Typical Accountabilities

• Accountable for Clinical Trial Safety Scientists & Specialists performing the review of critical clinical data related to safety for medical completeness and medical accuracy
• Contribute to study start-up activities such as the generation of the Safety Management Plan and Safety Handling Plan
• Work collaboratively as a member of Global Development Operations
• Support the Director to forecast resourcing, utilization, and functional budget
• Assist with recruiting and retaining talent, including building effective teams and people that support and complement each other
• Align with the respective Therapy Areas to establish standards for review of important clinical data related to safety, quality metrics including aggregate safety reports and patient narratives
• Ensure and maintain appropriate training for self and staff, SOPs, and processes
• Ensure alignment with important functions involved with handling and interpretation of clinical data related to safety (Global Therapeutic Area, Data Management functions, Patient Safety) and appropriate training recommendations
• Ensure transfer of learnings between studies within the Therapeutic Area
• Accountable for the resourcing, training, and goal-setting, and performance management of TRISARC personnel assigned to the team

Requirements:

Essential:

• Medical or life science degree
• Minimum 8 years of experience working with clinical studies, pharmaceutical development, patient safety or pharmacovigilance across multiple therapeutic areas
• Experience as a line manager with a track record of developing direct reports in their professional growth
• Extensive knowledge of applicable regulations and guidelines related to clinical development
• Good level of medical knowledge in relevant therapeutic area (i.e.
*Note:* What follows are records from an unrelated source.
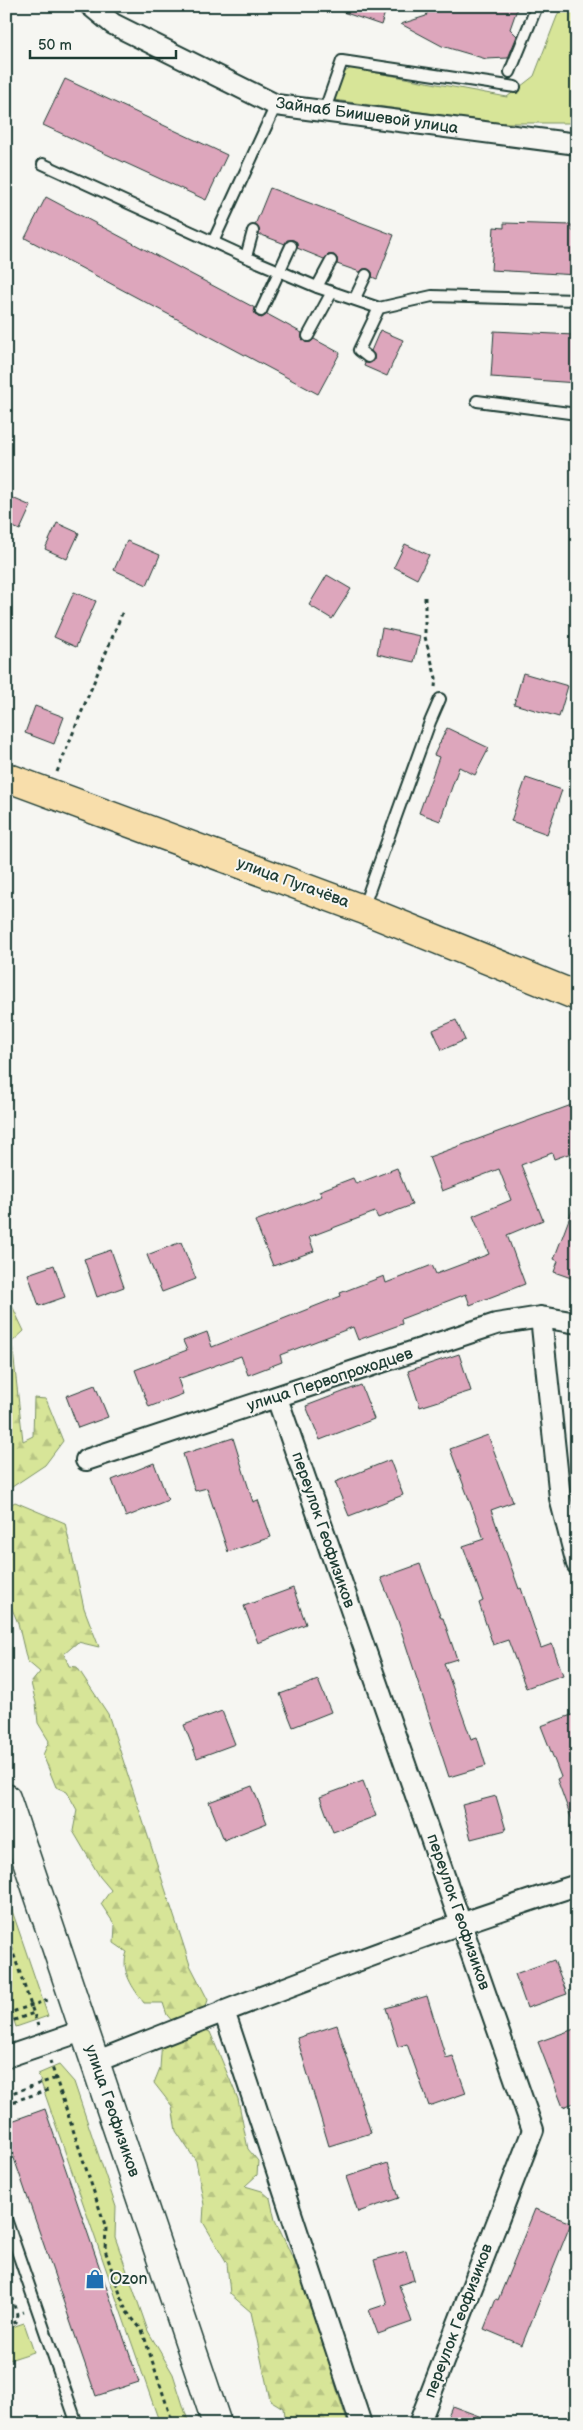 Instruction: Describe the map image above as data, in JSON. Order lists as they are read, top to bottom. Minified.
{"streets":{"main road":["улица Пугачёва"],"street":["Зайнаб Биишевой улица","улица Первопроходцев","переулок Геофизиков","улица Геофизиков"]},"crossings":[["улица Первопроходцев","переулок Геофизиков"]],"places":{"shop":["Ozon"]},"scale_bar":"50 m"} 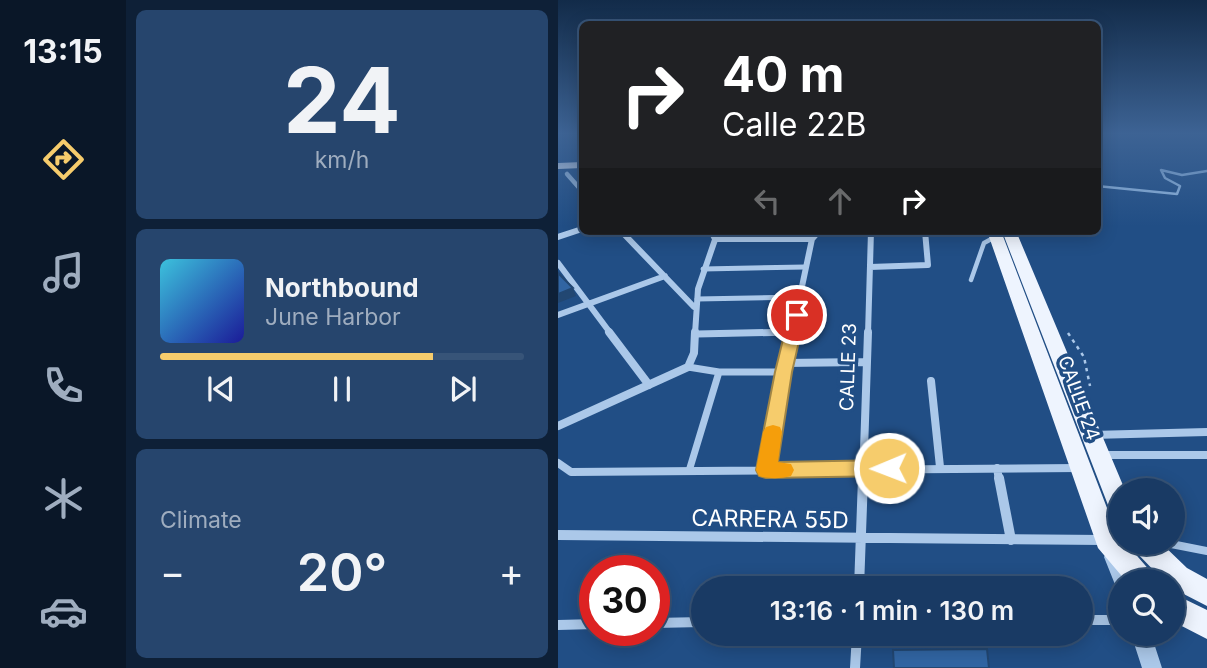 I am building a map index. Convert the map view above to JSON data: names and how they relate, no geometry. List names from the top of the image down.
{
  "streets": {
    "main road": ["CALLE 24"],
    "street": ["CALLE 23", "CARRERA 55D"]
  },
  "crossings": [
    ["CALLE 23", "CARRERA 55D"],
    ["CALLE 24", "CARRERA 55D"]
  ],
  "page": {
    "tabs": "13:15",
    "tile": [
      ["24", "km/h"],
      "Climate"
    ],
    "turn": ["40 m", "Calle 22B"],
    "song": ["Northbound", "June Harbor"],
    "heat": ["−", "20°", "+"],
    "limit": "30",
    "trip": "13:16 · 1 min · 130 m"
  }
}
Oncology, Immuno-oncology, Respiratory, CVMD).
• Risk management experience
• Ability to manage change
• Excellent stakeholder management skills
• Creativity, innovation, and results-oriented
• Ability to set and manage priorities, resources, performance targets, and project initiatives in a global environment
• Excellent knowledge of spoken and written English
• Exhibit of AZ Values and Behaviours

Desirable :

• Experience using data review tools such as JReview, JMP Clinical, or Spotfire
• Ability to develop advanced computer skills to increase efficiency in day to day tasks
• Experience in medical writing and producing patient narratives
• Proven organizational and analytical skills
• Adept at building and leading presentations
• Understanding of the clinical study and drug development process and GCP/ICH guidelines in relation to study delivery operational activities
• Strong attention-to-detail, analytical skills, and ability to concisely summarize large amounts of complex information
• Good understanding of clinical data flow
• Computer proficiency

Date Posted

Closing Date

AstraZeneca embraces diversity and equality of opportunity.  We are committed to building an inclusive and diverse team representing all backgrounds, with as wide a range of perspectives as possible, and harnessing industry-leading skills.  We believe that the more inclusive we are, the better our work will be.  We welcome and consider applications to join our team from all qualified candidates, regardless of their characteristics.  We comply with all applicable laws and regulations on non-discrimination in employment (and recruitment), as well as work authorization and employment eligibility verification requirements.